### Recorded information
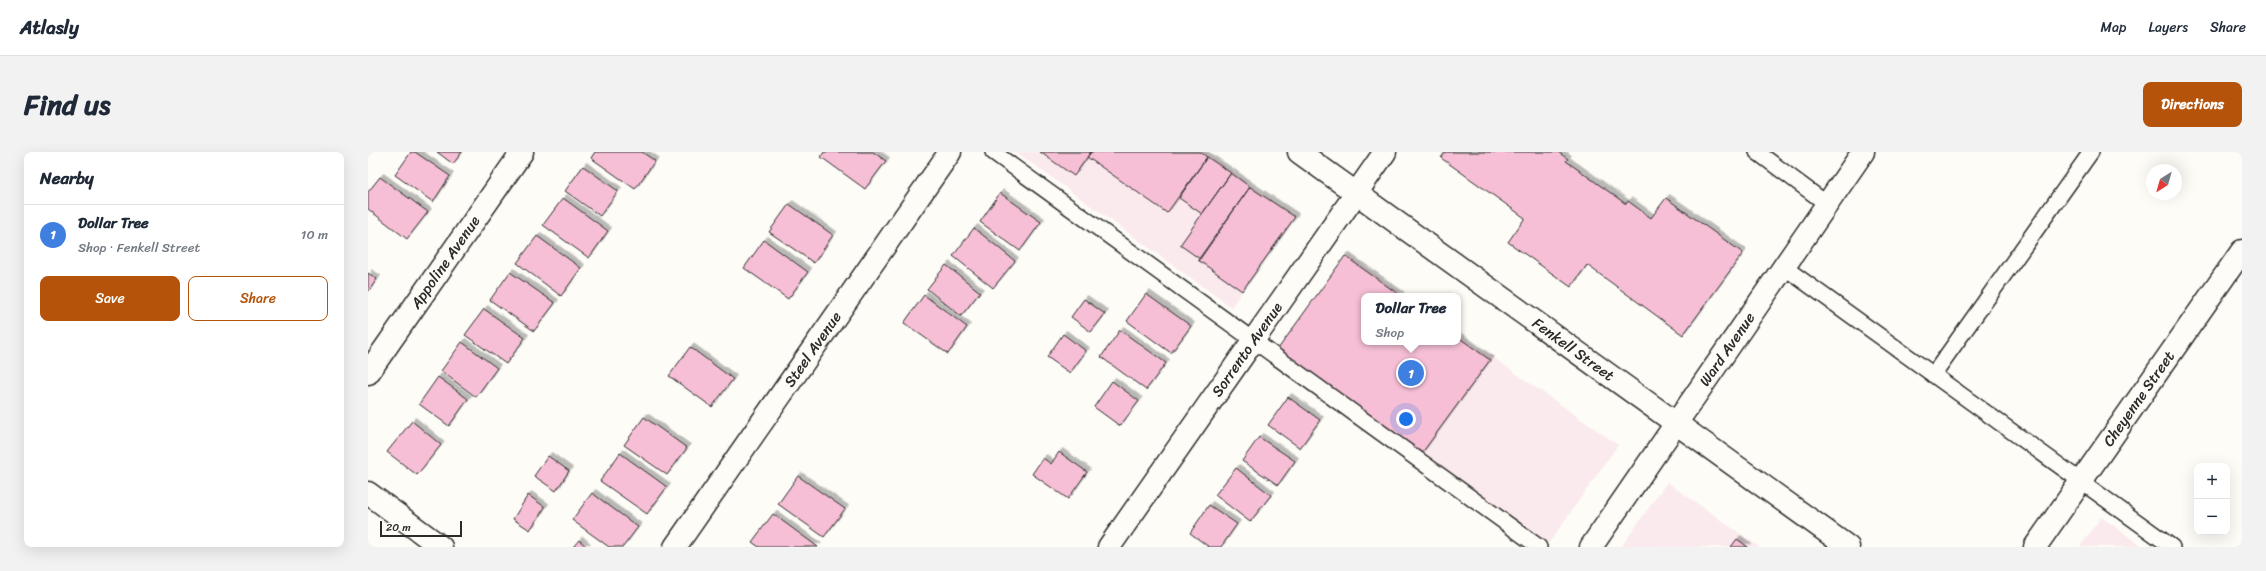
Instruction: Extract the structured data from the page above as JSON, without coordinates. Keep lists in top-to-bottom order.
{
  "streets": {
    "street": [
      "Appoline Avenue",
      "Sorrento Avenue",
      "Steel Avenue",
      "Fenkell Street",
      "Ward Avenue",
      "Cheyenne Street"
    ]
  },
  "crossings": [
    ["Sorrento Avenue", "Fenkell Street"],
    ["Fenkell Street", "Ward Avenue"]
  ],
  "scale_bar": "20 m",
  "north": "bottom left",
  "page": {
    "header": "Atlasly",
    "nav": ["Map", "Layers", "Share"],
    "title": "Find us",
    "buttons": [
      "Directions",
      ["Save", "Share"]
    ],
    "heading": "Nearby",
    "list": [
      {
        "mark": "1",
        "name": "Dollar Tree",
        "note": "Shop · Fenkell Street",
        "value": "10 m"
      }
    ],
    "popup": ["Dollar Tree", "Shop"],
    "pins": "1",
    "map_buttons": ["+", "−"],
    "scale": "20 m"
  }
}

### What this task involves
An exact retyping of each record, with no pictures, is the answer required.

### Output for this exercise
Instruction: Extract the structured data from the page above as JSON, without coordinates. Keep lists in top-to-bottom order.
{
  "streets": {
    "street": [
      "Appoline Avenue",
      "Sorrento Avenue",
      "Steel Avenue",
      "Fenkell Street",
      "Ward Avenue",
      "Cheyenne Street"
    ]
  },
  "crossings": [
    ["Sorrento Avenue", "Fenkell Street"],
    ["Fenkell Street", "Ward Avenue"]
  ],
  "scale_bar": "20 m",
  "north": "bottom left",
  "page": {
    "header": "Atlasly",
    "nav": ["Map", "Layers", "Share"],
    "title": "Find us",
    "buttons": [
      "Directions",
      ["Save", "Share"]
    ],
    "heading": "Nearby",
    "list": [
      {
        "mark": "1",
        "name": "Dollar Tree",
        "note": "Shop · Fenkell Street",
        "value": "10 m"
      }
    ],
    "popup": ["Dollar Tree", "Shop"],
    "pins": "1",
    "map_buttons": ["+", "−"],
    "scale": "20 m"
  }
}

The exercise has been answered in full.